Christina and Chrissie

I didn't watch the memorial service or the President's speech, either live or on YouTube. But I got the Twitter version. Lots of good quotes.

The death of Christina Taylor Green is a tragedy. For many reasons, and I'm sure several others have written about it much better than I can, so I'll let them do it (I'm sure you've read about it plenty already, anyway).

It would still be a tragedy even if she were not a cute white girl. A cute white cis girl.

Last night, as most of Twitter mourned the death of Christina, a few voices spoke up to mourn another tragedy: the murder of Chrissie Bates.

She was stabbed to death in her apartment. According to a neighbor, "Chrissie had mentioned that she had recently been sexually assaulted, and that her apartment window was broken. When she complained, management told her she would have to pay for the window herself."

Chrissie was a trans woman. Which the article feels need to be mentioned right up front, along with the name under which she was born. Because we have to point all that out. As @metalmujer said, "They killed her twice in the press."

Why can't she just be a woman? Why can't she just be "Chrissie"? Who cares what her name used to be? That's not what it is now. And there's a reason for that.
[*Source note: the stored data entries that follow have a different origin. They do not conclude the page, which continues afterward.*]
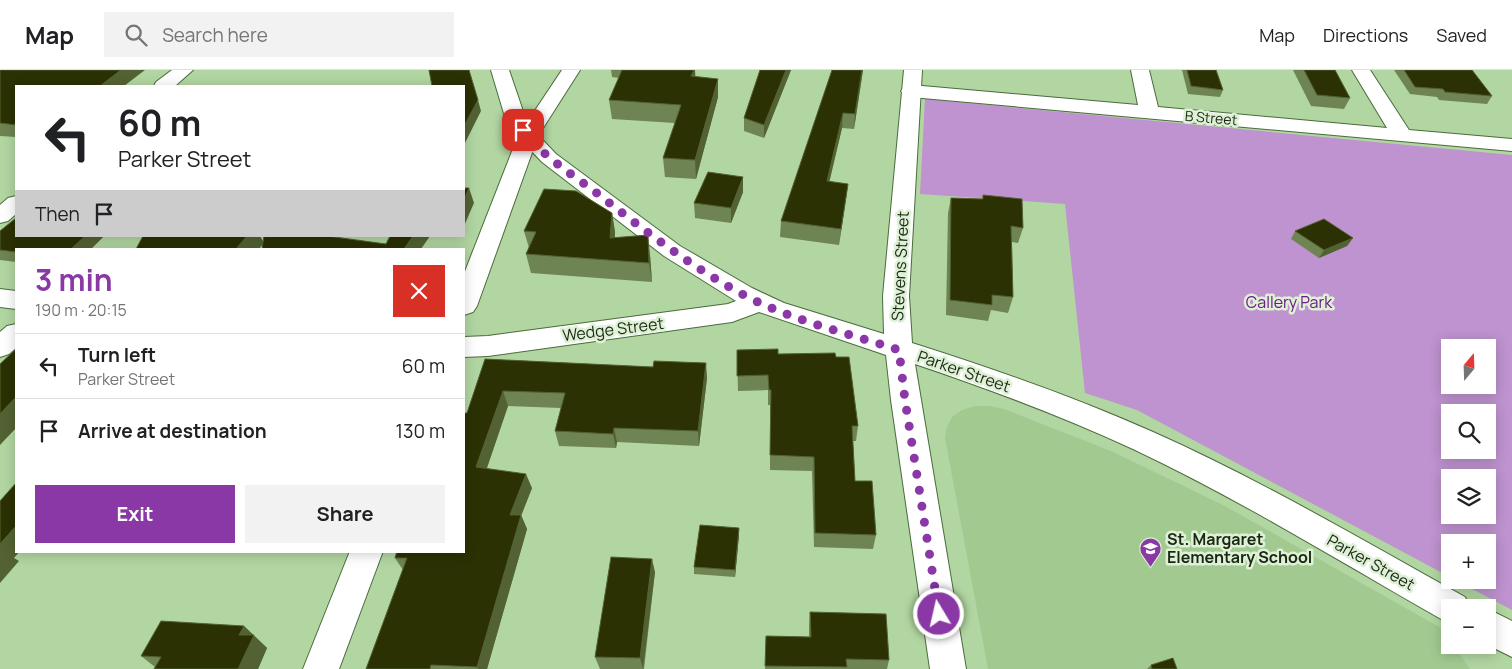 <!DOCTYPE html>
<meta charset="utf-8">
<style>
body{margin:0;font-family:Manrope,sans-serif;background:#f2f2f2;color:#202124;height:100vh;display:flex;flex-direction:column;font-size:19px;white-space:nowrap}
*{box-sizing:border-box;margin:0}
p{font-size:16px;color:#757577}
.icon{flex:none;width:28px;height:28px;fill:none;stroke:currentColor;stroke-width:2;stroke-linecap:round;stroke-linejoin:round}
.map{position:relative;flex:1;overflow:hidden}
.details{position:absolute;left:15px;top:178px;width:450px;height:305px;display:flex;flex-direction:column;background:#fff;border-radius:0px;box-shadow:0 2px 12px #0003}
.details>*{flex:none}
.top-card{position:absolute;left:15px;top:15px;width:450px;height:152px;border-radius:0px;box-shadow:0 2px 12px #0003;background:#fff;color:#202124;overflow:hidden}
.needle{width:32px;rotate:19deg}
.tools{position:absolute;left:1441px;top:269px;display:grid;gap:10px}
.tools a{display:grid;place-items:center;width:55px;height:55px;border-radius:0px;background:#fff;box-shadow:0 2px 12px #0003;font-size:25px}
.pin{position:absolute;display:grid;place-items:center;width:42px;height:42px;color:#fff;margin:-21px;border-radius:10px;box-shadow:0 2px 8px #0006}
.me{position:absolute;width:55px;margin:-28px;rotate:351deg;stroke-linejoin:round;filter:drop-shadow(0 0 4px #0008)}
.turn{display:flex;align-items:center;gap:18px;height:105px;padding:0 20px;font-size:22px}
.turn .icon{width:65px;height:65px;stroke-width:2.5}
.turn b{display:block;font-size:35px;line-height:42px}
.then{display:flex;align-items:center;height:48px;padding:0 20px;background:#0003;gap:10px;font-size:19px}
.round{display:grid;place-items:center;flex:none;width:52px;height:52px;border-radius:0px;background:#f2f2f2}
.headline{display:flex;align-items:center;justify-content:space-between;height:85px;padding:0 20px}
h1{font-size:30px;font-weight:700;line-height:38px;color:#8a38a6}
.cta{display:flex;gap:10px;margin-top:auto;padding:10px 20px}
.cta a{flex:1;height:58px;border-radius:0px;background:#8a38a6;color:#fff;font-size:20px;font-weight:700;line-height:58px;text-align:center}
.cta a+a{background:#f2f2f2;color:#202124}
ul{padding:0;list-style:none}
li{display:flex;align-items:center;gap:15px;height:65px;padding:0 20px;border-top:1px solid #e0e0e0}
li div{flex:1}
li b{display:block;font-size:19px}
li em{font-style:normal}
header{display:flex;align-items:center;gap:30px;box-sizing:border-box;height:70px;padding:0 25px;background:#fff;border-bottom:1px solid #e0e0e0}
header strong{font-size:24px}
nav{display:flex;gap:28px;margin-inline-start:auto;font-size:18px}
.search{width:350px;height:45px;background:#f2f2f2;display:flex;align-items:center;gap:12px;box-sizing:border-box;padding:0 18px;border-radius:0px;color:#757577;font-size:19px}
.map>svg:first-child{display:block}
.built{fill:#a2ca90}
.green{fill:#be93cf;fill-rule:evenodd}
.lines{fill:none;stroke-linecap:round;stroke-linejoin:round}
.street-casing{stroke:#4b6b3c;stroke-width:2}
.secondary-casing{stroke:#4b6b3c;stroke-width:2}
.street{fill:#fff;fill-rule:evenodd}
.secondary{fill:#fff;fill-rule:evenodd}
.wall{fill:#6e8452}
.shaded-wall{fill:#536232}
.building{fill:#2b3103;stroke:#536232}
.route{stroke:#8a38a6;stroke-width:9;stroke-dasharray:0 16.2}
.labels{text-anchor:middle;stroke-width:5;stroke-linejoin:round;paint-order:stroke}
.far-street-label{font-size:14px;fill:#1a2713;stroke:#def0d6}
.street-label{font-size:16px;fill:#1a2713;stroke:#def0d6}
.park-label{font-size:16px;fill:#6d1a87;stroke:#def0d6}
.poi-label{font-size:16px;font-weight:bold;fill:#1a2713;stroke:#def0d6;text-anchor:start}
</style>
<header>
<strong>Map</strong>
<div class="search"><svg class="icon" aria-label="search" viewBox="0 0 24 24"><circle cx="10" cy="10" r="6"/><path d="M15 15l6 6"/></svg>Search here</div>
<nav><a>Map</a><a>Directions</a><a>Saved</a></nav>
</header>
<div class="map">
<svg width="1512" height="599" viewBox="0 0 1512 599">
<rect width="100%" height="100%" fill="#b1d6a1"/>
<path class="built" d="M975,336H989L1004,339L1111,381L1225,436L1441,558L1450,571V575H1453L1470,599H988L945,368L947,357L952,347L962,340Z"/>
<path class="green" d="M925,29L1512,85V540L1455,510H1488V472H1450V507L1137,340L1085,323L1065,134L920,124ZM1450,278H1488V315H1450ZM1450,342H1488V380H1450ZM1450,408H1488V445H1450Z"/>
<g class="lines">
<defs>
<g id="street">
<path d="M172,0H193L175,16H154L156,12Z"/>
<path d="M562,0H580L538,66L477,236L473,242L464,245V204L518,66Z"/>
<path d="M1131,0H1149L1158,37L1387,58L1352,0H1370L1409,60L1512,69V81L911,27L904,25L901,21L904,17L911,15L1138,35Z"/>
<path d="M16,126V144L8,151L0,153V135L8,128Z"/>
<path d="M16,254V278L9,284L0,287V262L7,256Z"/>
<path d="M350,481H383L339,599H303Z"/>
</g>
<g id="secondary">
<path d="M491,0H509L525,47L535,62L556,84L680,176L752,218L784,233L884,264L883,226L904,0H922L909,226L912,273C994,299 1075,327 1153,362C1261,410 1362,470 1465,527L1470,538H1450V553L1441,549C1339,491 1239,429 1133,379C1062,346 989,319 915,294L966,599H930L891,330L886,285L759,242L732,252L488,286L464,287V267L488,266L728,234L736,231L664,186L542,92L521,70L505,47Z"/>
<path d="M0,219L16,221V239L0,237Z"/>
<path d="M1488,539L1512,551V587L1488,575Z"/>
</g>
</defs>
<use href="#street" class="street-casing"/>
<use href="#secondary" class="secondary-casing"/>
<use href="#street" class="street"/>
<use href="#secondary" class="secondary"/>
</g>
<g class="wall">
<path d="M0,0L16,16V67L0,66Z"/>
<path d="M611,0H695V7L718,27L696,109L665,107L663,88L675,53L612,49L609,30L619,8L612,7Z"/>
<path d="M760,0H791L764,68L744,61V48Z"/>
<path d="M832,0H863L854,59L842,58L829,112L848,114L846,129L839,175L780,167L781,151Z"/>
<path d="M1182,0H1216L1223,20L1220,27L1188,24Z"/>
<path d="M1293,0H1335L1350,28L1344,39L1311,36Z"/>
<path d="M1394,0H1472L1492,26L1487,34L1439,30L1437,27L1410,24Z"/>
<path d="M743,107V122L731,153L695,148L694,133Z"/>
<path d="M983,125L1023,158L1018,173L1012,172L1013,227L1008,243L991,240L988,251L946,245L948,143L951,128L982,129Z"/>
<path d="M612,143L615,162V168L650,185L652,212L531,203L526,184L529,178L524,161Z"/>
<path d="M0,161L104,166L91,179H16V192L0,190Z"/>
<path d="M1295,161L1353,168L1347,176L1319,188L1291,169Z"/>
<path d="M737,280L778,284L836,287L858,356L856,371H853L855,411L876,465L873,479L814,477L812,401L770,400V335H768V320L738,321Z"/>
<path d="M485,289L653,297L707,308L699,376L617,372L616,378L559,376L555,361L561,338L508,336L487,398L532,418L521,445L527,459L487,599H366L403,500L395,488L467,343Z"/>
<path d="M739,465L735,507L694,504V497Z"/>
<path d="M655,502L644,599H600L595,587Z"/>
<path d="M810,542L889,590L887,599H765L766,566L809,567V555Z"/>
<path d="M244,556L267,578L258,599H154L155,597L141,586Z"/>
<path d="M1151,595L1177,599H1147Z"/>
</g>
<g class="shaded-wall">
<path d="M121,0H145L124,16H100Z"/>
<path d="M694,0H695L696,17L691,6Z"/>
<path d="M786,0H791L764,68V55Z"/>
<path d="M862,0H863L854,59L855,44Z"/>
<path d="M718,9V27L696,109L695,90Z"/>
<path d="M478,30L481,41L464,75V56Z"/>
<path d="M843,43L842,58L826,126L827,111Z"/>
<path d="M743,107V122L731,153V138Z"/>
<path d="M848,114L846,129L839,175L841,159Z"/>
<path d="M469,118L474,133L464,156V130Z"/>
<path d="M612,143L615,162L614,188L610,168Z"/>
<path d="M648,165L650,185L652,212L649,193Z"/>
<path d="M85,166H104L91,179H71Z"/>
<path d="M247,166H260L264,173L259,179H236Z"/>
<path d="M413,166H430L421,179H404Z"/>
<path d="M1353,168L1347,176L1319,188L1324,180Z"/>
<path d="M706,293L707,308L699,376L698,361Z"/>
<path d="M503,321L508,336L482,412L476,397Z"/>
<path d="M16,327V358L0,375V344Z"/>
<path d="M614,358L617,372L616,378L613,364Z"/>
<path d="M526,404L532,418L516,459L510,445Z"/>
<path d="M521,445L527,459L487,599H478L477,597Z"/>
<path d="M16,456V481H20L14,488L19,491L0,513V474Z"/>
<path d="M739,458V465L735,507V500Z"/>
<path d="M652,489L655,502L643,599L640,588Z"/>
<path d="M244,556L267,578L258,599H238L239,565Z"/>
</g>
<g class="building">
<path d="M0,0H121L100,16H16V55L0,53Z"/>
<path d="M429,0H469L478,30L464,56V16H432Z"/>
<path d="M622,0H694L691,6L718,9L695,90L663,88L681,35L609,30Z"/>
<path d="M760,0H786L764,55L744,48Z"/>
<path d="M832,0H862L855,44L843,43L827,111L848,114L841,159L781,151Z"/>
<path d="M1187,0H1216L1223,20L1191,16Z"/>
<path d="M1304,0H1335L1350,28L1317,25Z"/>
<path d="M1404,0H1472L1492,26L1445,22L1443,19L1415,17Z"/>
<path d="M708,102L743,107L731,138L694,133Z"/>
<path d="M464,118H469L464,130Z"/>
<path d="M544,119L576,121L612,143L610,168L648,165L649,193L526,184L536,162L524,161Z"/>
<path d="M983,125L1022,129L1023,158L1011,156L1013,227L992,225V235L950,230L951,128L983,129Z"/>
<path d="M16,148V166H85L71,179H16V182L0,180V161Z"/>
<path d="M1324,149L1353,168L1324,180L1295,161Z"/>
<path d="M143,166H247L236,179H136Z"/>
<path d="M264,166H327L386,174L390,166H413L404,179H262Z"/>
<path d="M16,279V327L0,344V294Z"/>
<path d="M778,279V284L835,283L836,287H849L858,356H852L855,411H872L876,465L815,463L814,387L770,385L771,320H769L768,305L737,306V280Z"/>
<path d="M485,289L653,297L654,291L706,293L698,361L614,358L613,364L555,361L565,323L503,321L476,397L526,404L510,445H521L477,597L431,595L430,599H366L407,488H395L397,481H464V343H467Z"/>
<path d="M16,413V456L0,474V431Z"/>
<path d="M700,455L739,458L735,500L694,497Z"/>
<path d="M611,487L652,489L640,588L595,587Z"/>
<path d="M810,542L886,544L889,590L846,589L847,597L765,596L766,566L811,567Z"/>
<path d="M161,551L244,556L239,565H254L238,599H154L161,587L141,586Z"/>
<path d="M1173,588L1177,599H1152L1151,595Z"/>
</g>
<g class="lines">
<path class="route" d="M523,60C543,87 572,104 598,124C644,160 690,196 742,224C790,250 847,263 899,280L905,330L939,544"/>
</g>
<defs>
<symbol id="school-pin" viewBox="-11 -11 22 30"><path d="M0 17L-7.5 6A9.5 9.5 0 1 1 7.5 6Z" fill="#8a38a6" stroke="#def0d6"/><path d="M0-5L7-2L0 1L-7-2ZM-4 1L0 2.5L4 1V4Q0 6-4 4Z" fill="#fff"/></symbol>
</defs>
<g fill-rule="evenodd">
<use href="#school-pin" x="1138" y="466" width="25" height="34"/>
</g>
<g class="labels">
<g class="far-street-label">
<text transform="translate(1211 48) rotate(5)" y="5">B Street</text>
</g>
<g class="street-label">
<text transform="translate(900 196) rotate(-87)" y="6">Stevens Street</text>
<text transform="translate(613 259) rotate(-7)" y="6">Wedge Street</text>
<text transform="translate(964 301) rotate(19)" y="6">Parker Street</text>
<text transform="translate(1371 492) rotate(29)" y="6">Parker Street</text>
</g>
<g class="park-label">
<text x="1289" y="238">Callery Park</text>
</g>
<g class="poi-label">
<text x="1167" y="475">St. Margaret<tspan x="1167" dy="18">Elementary School</tspan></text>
</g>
</g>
</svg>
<div class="tools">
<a><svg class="needle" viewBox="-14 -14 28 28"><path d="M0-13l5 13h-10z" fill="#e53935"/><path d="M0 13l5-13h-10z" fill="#757577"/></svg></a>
<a><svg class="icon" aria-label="search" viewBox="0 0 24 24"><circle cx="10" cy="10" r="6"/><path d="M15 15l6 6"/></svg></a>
<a><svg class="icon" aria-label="layers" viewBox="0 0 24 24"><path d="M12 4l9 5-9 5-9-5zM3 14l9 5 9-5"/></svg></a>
<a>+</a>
<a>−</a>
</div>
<div class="pin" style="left:523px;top:60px;background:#d93025"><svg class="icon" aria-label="arrive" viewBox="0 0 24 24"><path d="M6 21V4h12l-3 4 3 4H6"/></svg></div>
<svg class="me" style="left:939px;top:544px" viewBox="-20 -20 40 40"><circle r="17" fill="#8a38a6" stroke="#fff" stroke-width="3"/><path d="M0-11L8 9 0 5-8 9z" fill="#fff"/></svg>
<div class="top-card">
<div class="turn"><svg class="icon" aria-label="left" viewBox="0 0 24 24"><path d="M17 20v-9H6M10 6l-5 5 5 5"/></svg><div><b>60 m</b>Parker Street</div></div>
<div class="then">Then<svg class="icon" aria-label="arrive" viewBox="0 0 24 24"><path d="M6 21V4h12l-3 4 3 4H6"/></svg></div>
</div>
<section class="details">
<div class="headline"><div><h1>3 min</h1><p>190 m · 20:15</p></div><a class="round" style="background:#d93025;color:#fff"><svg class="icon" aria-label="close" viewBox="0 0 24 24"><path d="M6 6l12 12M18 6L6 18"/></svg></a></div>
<ul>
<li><svg class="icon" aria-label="left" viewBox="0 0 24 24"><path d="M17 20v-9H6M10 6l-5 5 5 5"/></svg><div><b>Turn left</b><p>Parker Street</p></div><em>60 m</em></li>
<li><svg class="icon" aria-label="arrive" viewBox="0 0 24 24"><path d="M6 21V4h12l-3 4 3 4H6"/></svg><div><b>Arrive at destination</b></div><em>130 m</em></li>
</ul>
<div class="cta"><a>Exit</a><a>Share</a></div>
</section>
</div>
Respect that.

But I guess it is fitting, in a morbid way, that the media harps on the fact that she was transgender, specifically a transgender woman, since that's the reason why she was murdered. 

I guess, also, that we should be grateful that the media (unlike the medical examiner or the police) is respecting Chrissie enough to call her Chrissie and call her a trans woman, and not a "gay man" as is usually reported. At least this time, they are calling the transmisogyny what it is: transphobia, not homophobia.

Chrissie is not going to get a televised memorial service, or a speech by the President. (She's one of the lucky ones, though... at least her death was reported, and her gender respected. Few trans women victims get that.) But that doesn't make her death any less important, or her murder any less tragic. Please take a moment to pray for Chrissie, for the loved ones she left behind, and for other women like her, so they do not meet the same fate.